## Directions for this task
Begin with the first line below and retype each line exactly through the line containing "width:45px; height:45px; display:grid;". Any pictures are to be left out.
═════ Source information
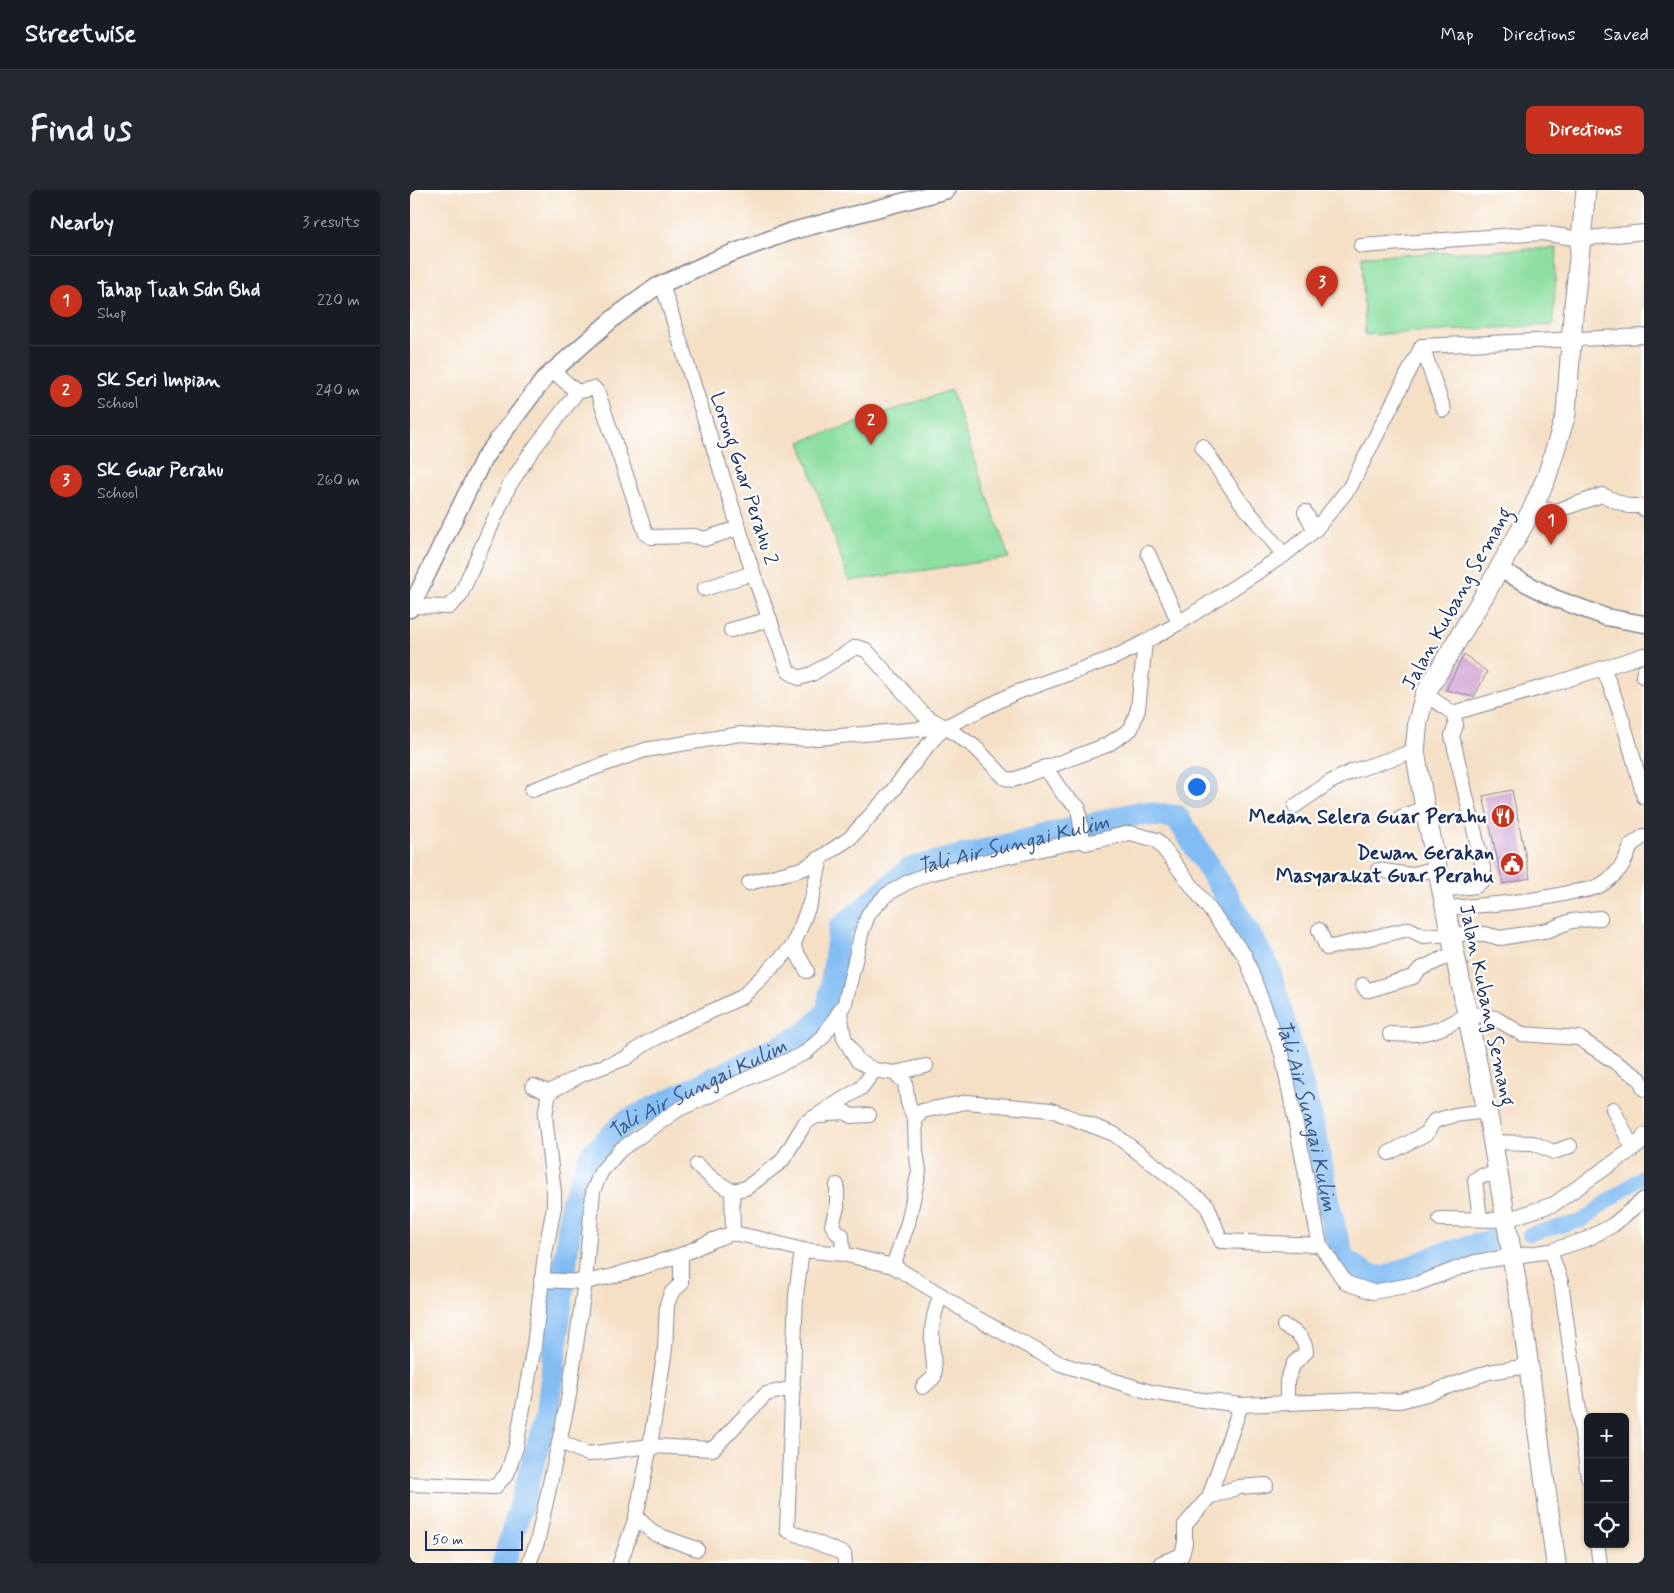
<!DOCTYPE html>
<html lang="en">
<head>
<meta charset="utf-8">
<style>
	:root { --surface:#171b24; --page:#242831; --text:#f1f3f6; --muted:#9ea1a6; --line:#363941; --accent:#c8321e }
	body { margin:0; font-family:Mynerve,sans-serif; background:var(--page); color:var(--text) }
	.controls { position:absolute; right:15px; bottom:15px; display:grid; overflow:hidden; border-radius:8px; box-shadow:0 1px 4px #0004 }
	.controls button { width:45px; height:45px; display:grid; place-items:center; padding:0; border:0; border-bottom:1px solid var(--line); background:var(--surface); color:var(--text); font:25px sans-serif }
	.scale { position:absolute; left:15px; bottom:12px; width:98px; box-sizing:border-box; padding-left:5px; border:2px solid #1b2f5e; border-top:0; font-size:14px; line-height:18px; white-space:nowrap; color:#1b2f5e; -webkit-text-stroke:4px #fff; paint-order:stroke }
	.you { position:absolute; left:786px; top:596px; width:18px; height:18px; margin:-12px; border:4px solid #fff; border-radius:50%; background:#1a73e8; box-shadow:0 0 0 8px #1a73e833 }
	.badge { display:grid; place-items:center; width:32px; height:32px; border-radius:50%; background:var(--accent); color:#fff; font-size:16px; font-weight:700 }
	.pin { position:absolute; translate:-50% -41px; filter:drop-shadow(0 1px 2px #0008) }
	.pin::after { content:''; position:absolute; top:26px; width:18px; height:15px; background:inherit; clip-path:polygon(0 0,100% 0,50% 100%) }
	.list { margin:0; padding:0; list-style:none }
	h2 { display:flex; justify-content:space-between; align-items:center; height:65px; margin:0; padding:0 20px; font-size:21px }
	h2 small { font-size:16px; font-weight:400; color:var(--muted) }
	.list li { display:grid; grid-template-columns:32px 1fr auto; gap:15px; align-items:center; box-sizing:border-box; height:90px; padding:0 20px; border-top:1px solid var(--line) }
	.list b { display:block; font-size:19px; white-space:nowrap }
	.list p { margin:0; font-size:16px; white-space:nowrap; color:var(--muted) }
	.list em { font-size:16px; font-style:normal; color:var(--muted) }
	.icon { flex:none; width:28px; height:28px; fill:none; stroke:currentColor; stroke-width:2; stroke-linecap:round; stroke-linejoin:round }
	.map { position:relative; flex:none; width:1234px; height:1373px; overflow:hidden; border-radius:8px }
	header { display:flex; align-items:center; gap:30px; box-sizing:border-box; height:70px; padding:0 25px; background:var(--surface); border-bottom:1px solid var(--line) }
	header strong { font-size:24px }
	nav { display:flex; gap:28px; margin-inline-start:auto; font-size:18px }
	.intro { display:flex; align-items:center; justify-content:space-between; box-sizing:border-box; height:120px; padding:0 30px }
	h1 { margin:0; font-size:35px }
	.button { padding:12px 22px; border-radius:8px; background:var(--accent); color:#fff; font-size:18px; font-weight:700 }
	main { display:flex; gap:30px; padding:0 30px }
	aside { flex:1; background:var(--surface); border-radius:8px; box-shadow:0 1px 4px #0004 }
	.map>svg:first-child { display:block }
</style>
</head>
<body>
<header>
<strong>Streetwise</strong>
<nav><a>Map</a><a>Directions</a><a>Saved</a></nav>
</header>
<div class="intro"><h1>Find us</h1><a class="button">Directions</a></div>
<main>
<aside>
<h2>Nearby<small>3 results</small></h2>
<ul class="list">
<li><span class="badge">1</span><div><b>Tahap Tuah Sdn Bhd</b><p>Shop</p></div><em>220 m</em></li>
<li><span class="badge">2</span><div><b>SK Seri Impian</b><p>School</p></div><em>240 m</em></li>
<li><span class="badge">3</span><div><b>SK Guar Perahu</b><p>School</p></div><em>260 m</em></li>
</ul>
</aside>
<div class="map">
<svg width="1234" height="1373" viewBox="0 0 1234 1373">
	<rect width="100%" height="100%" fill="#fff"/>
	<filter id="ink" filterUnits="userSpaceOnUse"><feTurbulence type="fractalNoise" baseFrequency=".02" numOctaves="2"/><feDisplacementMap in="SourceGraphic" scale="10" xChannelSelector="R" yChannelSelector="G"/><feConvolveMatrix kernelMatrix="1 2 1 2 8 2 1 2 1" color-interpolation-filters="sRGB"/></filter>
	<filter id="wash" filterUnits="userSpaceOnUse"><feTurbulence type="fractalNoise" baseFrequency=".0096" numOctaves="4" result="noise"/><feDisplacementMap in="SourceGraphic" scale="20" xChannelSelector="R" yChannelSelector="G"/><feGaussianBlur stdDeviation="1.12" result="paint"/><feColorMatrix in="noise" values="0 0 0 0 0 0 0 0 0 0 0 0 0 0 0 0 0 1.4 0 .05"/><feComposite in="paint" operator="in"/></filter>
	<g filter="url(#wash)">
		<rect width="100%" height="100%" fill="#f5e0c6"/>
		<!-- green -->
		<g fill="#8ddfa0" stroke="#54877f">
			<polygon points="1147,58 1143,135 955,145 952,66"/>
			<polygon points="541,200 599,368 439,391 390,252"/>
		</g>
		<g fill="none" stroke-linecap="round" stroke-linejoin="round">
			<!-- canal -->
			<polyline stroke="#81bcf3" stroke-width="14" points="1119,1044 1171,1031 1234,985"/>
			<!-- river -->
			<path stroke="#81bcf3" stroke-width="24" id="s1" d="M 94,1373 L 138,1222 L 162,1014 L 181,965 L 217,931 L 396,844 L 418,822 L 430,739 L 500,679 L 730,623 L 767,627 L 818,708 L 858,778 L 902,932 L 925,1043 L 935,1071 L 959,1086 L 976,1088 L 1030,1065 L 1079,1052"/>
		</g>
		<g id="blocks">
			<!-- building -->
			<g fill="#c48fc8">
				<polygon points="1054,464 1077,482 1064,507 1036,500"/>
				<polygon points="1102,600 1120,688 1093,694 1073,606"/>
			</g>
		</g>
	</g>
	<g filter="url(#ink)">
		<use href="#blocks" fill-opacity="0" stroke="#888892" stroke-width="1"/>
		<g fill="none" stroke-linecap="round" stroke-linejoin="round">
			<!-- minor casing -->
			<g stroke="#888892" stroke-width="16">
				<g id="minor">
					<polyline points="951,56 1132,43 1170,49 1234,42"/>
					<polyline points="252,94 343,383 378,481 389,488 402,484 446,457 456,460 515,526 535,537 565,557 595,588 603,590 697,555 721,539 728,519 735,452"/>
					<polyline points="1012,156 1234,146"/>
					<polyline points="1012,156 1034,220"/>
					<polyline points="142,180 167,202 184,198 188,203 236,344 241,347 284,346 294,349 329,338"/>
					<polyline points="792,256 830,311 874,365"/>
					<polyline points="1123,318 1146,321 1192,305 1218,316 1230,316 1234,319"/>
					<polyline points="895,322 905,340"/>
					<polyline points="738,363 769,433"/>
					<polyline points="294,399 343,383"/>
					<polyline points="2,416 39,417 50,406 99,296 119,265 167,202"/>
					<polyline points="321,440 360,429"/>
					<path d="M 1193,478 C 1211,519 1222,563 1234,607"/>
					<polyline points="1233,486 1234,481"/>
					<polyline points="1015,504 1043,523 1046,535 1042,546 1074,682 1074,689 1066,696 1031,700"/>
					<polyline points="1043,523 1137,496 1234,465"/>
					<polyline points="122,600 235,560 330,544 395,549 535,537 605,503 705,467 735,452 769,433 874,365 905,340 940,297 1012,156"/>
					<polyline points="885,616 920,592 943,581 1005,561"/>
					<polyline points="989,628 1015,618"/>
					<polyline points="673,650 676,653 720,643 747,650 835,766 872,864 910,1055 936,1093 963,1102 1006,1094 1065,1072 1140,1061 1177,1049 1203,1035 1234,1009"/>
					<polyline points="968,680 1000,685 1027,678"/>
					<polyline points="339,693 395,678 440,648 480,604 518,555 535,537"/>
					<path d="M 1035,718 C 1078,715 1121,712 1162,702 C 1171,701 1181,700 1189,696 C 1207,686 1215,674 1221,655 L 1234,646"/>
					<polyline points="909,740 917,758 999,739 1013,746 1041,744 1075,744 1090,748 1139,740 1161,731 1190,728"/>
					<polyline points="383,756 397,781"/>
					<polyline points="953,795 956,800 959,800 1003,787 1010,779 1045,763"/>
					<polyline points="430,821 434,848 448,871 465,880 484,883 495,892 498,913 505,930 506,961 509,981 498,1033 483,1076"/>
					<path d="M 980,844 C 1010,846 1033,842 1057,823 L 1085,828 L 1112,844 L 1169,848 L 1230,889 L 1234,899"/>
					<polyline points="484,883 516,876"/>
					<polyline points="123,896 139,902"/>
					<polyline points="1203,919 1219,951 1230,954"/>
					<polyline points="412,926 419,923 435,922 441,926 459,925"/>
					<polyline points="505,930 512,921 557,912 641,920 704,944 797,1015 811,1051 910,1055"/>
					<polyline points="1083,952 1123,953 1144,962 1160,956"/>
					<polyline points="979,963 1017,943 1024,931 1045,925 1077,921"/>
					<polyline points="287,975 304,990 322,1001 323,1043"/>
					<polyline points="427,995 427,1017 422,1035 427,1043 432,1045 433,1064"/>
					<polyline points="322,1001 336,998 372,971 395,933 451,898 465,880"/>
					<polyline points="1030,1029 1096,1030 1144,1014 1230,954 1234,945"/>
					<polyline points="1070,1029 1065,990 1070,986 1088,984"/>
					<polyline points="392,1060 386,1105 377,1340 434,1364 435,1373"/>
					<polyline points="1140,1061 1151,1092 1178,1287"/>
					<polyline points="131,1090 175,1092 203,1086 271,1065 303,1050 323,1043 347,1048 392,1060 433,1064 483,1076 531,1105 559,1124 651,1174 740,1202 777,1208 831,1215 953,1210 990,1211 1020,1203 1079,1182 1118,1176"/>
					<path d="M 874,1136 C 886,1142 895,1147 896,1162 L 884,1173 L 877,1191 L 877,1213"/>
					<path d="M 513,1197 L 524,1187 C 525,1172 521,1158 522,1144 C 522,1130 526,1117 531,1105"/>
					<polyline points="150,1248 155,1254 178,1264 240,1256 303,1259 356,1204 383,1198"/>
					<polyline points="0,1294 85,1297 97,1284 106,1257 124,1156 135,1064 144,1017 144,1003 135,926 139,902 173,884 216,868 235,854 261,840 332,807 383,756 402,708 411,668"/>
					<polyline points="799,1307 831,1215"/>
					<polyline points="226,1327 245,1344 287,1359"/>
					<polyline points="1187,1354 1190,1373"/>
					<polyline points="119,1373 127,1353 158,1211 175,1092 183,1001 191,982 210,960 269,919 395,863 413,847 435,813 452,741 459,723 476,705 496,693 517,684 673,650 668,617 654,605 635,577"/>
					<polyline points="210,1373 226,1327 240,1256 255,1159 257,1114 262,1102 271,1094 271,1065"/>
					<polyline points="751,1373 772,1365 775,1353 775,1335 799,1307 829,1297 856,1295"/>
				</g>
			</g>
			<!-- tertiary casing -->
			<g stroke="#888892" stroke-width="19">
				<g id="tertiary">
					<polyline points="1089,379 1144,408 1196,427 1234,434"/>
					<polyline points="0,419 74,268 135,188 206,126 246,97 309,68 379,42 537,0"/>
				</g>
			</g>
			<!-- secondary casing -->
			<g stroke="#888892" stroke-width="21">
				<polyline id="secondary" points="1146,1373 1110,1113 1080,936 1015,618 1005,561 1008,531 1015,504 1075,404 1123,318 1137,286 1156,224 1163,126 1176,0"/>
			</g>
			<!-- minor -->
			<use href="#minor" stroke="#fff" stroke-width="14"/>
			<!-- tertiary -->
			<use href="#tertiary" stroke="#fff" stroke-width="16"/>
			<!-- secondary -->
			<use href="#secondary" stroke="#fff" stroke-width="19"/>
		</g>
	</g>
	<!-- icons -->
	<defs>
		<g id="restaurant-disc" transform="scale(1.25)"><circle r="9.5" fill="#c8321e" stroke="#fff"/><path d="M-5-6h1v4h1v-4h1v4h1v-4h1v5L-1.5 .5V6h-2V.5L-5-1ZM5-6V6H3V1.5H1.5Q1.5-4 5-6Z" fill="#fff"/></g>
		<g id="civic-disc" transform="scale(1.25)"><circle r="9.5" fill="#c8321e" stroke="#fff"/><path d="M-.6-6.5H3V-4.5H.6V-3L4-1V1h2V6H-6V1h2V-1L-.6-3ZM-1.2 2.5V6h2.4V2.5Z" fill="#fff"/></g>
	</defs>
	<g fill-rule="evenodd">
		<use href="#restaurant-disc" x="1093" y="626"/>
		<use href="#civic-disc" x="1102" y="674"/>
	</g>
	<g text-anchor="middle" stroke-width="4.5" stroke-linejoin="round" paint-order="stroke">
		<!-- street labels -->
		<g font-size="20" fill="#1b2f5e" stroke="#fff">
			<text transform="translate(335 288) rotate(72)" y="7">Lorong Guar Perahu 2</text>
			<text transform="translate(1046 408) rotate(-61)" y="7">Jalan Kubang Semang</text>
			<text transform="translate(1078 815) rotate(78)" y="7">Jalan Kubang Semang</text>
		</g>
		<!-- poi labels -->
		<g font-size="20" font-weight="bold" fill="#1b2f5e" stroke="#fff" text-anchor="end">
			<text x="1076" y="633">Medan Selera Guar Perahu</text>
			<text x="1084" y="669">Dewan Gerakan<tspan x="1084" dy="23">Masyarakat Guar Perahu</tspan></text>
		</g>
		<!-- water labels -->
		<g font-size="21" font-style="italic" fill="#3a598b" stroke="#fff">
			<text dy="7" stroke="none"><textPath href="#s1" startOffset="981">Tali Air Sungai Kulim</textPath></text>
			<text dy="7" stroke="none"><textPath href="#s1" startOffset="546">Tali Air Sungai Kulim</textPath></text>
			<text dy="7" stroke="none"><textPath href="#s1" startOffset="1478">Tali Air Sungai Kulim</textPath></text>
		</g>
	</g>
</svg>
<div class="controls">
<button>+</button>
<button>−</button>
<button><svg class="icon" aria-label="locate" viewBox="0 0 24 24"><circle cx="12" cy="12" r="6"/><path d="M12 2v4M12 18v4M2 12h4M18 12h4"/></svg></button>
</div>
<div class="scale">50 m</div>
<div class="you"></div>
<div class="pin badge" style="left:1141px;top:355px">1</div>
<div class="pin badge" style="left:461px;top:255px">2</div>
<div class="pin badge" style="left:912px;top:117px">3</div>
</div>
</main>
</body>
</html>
══════════
## Exercise answer
<!DOCTYPE html>
<html lang="en">
<head>
<meta charset="utf-8">
<style>
	:root { --surface:#171b24; --page:#242831; --text:#f1f3f6; --muted:#9ea1a6; --line:#363941; --accent:#c8321e }
	body { margin:0; font-family:Mynerve,sans-serif; background:var(--page); color:var(--text) }
	.controls { position:absolute; right:15px; bottom:15px; display:grid; overflow:hidden; border-radius:8px; box-shadow:0 1px 4px #0004 }
	.controls button { width:45px; height:45px; display:grid; place-items:center; padding:0; border:0; border-bottom:1px solid var(--line); background:var(--surface); color:var(--text); font:25px sans-serif }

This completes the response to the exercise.